*** RECORDS FOR THE TASK

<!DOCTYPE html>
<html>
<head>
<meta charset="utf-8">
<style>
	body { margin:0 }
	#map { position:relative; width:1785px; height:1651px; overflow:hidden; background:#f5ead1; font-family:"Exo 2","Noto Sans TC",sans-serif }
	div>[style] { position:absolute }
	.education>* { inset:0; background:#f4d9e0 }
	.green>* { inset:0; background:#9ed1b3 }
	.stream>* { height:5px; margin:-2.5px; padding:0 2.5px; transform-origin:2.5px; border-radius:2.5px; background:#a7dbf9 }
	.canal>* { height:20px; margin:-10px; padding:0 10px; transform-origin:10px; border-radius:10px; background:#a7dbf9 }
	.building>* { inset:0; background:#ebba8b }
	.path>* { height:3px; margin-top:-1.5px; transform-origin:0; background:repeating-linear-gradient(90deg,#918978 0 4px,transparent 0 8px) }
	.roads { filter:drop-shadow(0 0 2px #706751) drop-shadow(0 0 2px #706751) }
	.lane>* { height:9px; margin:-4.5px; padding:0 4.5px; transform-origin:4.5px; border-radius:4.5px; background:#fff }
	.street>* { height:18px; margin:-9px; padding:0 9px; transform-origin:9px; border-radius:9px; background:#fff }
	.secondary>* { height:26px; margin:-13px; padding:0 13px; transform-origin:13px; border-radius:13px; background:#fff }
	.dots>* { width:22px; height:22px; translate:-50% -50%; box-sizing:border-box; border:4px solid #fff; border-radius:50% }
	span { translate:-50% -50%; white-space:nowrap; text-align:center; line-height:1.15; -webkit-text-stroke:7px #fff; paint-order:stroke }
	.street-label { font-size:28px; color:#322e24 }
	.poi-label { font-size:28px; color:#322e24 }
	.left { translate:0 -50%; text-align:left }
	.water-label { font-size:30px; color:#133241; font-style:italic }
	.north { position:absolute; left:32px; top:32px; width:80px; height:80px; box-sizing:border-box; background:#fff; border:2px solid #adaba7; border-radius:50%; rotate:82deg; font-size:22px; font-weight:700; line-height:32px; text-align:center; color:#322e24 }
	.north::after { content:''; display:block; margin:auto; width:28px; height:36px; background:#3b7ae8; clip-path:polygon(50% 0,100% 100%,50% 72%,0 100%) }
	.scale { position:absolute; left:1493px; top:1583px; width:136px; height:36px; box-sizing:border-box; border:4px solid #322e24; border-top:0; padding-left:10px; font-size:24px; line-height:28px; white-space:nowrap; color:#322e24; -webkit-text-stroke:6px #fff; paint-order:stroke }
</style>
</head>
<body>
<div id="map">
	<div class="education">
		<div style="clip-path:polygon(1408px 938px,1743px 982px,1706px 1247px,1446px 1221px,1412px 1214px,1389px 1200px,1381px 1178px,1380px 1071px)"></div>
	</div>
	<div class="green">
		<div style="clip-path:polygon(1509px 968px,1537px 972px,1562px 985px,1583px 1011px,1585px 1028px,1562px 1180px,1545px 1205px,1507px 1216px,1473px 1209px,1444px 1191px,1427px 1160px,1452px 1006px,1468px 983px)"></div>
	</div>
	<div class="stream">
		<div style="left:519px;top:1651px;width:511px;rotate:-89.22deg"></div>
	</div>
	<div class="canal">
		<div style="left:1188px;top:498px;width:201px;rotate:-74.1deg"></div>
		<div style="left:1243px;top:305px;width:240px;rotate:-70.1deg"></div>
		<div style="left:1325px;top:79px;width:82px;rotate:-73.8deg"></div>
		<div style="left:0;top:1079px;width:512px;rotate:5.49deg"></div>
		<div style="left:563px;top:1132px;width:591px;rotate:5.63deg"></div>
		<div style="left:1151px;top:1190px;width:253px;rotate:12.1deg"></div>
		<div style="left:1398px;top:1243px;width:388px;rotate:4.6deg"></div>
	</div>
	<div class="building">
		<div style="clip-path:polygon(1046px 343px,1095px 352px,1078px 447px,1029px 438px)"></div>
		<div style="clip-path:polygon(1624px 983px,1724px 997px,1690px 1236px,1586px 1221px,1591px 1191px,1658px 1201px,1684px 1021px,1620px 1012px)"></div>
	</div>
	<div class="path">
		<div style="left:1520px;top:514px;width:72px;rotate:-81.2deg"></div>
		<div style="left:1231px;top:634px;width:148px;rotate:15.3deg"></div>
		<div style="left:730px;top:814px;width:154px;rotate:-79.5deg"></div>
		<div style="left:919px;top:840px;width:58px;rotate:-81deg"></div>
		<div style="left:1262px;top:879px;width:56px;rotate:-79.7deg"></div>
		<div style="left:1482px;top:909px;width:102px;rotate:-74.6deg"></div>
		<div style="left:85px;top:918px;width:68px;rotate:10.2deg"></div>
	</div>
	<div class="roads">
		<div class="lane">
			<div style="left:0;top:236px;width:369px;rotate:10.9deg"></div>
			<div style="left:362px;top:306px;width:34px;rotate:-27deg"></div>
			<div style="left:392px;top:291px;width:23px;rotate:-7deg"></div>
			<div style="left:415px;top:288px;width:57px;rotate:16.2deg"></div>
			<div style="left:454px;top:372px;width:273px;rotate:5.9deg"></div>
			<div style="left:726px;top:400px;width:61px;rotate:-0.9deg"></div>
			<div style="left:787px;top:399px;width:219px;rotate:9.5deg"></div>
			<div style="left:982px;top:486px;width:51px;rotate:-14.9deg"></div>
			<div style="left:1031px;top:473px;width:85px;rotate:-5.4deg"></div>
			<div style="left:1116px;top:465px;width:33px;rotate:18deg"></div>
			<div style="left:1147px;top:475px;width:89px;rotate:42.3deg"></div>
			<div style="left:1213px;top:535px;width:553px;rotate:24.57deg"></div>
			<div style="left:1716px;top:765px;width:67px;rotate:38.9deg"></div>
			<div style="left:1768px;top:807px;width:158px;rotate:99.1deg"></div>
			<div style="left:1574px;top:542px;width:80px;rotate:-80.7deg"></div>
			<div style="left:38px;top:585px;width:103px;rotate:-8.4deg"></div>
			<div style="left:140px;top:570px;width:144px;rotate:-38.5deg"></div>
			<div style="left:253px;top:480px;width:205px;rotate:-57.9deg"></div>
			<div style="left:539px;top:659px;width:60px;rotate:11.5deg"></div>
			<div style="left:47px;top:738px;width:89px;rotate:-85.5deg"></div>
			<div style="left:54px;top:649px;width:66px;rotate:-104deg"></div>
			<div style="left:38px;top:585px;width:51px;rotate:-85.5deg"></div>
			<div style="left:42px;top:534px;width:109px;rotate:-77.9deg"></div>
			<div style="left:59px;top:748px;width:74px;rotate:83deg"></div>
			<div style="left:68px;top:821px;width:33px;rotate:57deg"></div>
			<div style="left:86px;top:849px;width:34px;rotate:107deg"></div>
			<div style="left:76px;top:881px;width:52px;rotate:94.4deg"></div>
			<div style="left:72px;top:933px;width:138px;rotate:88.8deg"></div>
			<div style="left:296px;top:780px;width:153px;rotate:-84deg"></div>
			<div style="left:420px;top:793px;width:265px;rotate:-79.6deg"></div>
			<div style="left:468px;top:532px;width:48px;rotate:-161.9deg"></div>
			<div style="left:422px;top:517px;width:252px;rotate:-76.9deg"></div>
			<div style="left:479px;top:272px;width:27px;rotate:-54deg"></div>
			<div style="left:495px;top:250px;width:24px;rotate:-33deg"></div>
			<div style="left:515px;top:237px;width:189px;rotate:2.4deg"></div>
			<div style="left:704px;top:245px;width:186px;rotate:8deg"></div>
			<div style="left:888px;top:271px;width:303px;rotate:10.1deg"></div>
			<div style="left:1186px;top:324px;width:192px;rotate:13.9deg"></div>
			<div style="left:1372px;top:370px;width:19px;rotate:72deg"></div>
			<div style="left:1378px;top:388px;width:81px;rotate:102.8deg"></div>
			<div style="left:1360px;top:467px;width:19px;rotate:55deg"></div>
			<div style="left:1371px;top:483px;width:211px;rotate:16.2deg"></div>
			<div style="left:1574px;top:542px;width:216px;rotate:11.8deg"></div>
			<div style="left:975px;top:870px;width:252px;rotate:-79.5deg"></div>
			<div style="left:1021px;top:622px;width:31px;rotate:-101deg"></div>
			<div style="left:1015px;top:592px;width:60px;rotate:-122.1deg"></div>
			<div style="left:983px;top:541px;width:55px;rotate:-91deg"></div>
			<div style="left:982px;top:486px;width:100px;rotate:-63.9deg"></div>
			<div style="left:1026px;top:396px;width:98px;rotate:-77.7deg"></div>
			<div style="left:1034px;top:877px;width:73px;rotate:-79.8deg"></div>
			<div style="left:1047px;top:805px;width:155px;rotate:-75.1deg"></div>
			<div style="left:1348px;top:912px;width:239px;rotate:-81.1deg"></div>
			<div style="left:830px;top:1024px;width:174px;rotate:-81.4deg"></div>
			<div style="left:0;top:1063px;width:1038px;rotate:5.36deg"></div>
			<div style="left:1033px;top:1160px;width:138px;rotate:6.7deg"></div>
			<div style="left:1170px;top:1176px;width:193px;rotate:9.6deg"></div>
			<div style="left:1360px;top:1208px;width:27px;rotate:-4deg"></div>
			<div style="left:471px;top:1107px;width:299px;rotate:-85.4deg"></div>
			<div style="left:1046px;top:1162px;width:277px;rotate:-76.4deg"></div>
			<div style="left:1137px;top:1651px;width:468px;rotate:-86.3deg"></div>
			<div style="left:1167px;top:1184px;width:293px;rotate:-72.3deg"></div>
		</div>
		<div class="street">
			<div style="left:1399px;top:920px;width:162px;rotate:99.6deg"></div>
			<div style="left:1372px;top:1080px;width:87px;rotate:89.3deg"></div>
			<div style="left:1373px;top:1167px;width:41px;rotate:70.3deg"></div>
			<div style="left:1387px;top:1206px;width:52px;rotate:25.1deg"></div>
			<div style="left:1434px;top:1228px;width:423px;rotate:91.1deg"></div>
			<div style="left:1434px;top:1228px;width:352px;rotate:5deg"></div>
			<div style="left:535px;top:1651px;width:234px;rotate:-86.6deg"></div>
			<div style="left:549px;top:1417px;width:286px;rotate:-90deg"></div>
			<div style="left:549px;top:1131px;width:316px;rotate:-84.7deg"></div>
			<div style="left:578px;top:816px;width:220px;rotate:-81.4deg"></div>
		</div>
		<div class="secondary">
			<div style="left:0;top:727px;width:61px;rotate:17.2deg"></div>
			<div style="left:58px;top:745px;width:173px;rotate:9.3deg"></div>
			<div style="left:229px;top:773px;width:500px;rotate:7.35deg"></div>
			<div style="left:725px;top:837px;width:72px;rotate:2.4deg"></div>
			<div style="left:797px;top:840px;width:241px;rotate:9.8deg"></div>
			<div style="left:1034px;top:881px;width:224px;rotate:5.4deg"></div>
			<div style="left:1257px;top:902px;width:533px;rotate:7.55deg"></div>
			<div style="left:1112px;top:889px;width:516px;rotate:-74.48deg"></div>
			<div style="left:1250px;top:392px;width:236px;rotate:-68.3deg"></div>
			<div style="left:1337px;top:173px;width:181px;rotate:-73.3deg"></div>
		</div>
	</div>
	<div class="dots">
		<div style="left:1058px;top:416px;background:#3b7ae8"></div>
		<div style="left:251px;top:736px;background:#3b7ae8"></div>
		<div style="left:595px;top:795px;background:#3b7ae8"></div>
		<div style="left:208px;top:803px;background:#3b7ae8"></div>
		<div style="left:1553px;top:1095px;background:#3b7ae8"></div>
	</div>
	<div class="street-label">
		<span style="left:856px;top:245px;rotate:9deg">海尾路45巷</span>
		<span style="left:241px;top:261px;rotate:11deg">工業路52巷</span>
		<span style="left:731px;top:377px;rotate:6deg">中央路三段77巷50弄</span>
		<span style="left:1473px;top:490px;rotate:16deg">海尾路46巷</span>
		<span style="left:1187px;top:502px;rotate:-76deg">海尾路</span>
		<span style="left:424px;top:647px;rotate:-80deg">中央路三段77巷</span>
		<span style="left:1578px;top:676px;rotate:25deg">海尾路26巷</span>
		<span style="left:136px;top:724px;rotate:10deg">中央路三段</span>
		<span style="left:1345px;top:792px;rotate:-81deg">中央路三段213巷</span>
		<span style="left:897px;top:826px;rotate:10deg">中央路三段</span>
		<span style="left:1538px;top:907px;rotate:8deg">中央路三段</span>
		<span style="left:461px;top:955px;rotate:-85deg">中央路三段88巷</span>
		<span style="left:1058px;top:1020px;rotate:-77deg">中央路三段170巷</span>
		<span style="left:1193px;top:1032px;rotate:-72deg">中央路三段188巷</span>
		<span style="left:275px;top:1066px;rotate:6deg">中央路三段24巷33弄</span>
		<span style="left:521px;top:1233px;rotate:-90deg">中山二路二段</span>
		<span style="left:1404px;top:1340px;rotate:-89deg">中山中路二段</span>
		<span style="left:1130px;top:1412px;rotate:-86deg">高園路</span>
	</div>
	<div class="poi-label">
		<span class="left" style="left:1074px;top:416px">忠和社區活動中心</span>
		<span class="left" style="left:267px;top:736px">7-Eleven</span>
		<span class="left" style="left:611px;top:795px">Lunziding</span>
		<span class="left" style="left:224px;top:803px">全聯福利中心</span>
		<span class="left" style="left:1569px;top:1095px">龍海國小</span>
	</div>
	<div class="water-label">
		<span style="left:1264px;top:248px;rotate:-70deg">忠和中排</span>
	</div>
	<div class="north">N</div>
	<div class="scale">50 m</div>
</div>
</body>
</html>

******

> **DIRECTIONS**
Output the data exactly, from the first line through the line that holds "height:9px; margin:-4.5px; padding:0", so that no later line appears.

> **SOLUTION BELOW**
<!DOCTYPE html>
<html>
<head>
<meta charset="utf-8">
<style>
	body { margin:0 }
	#map { position:relative; width:1785px; height:1651px; overflow:hidden; background:#f5ead1; font-family:"Exo 2","Noto Sans TC",sans-serif }
	div>[style] { position:absolute }
	.education>* { inset:0; background:#f4d9e0 }
	.green>* { inset:0; background:#9ed1b3 }
	.stream>* { height:5px; margin:-2.5px; padding:0 2.5px; transform-origin:2.5px; border-radius:2.5px; background:#a7dbf9 }
	.canal>* { height:20px; margin:-10px; padding:0 10px; transform-origin:10px; border-radius:10px; background:#a7dbf9 }
	.building>* { inset:0; background:#ebba8b }
	.path>* { height:3px; margin-top:-1.5px; transform-origin:0; background:repeating-linear-gradient(90deg,#918978 0 4px,transparent 0 8px) }
	.roads { filter:drop-shadow(0 0 2px #706751) drop-shadow(0 0 2px #706751) }
	.lane>* { height:9px; margin:-4.5px; padding:0 4.5px; transform-origin:4.5px; border-radius:4.5px; background:#fff }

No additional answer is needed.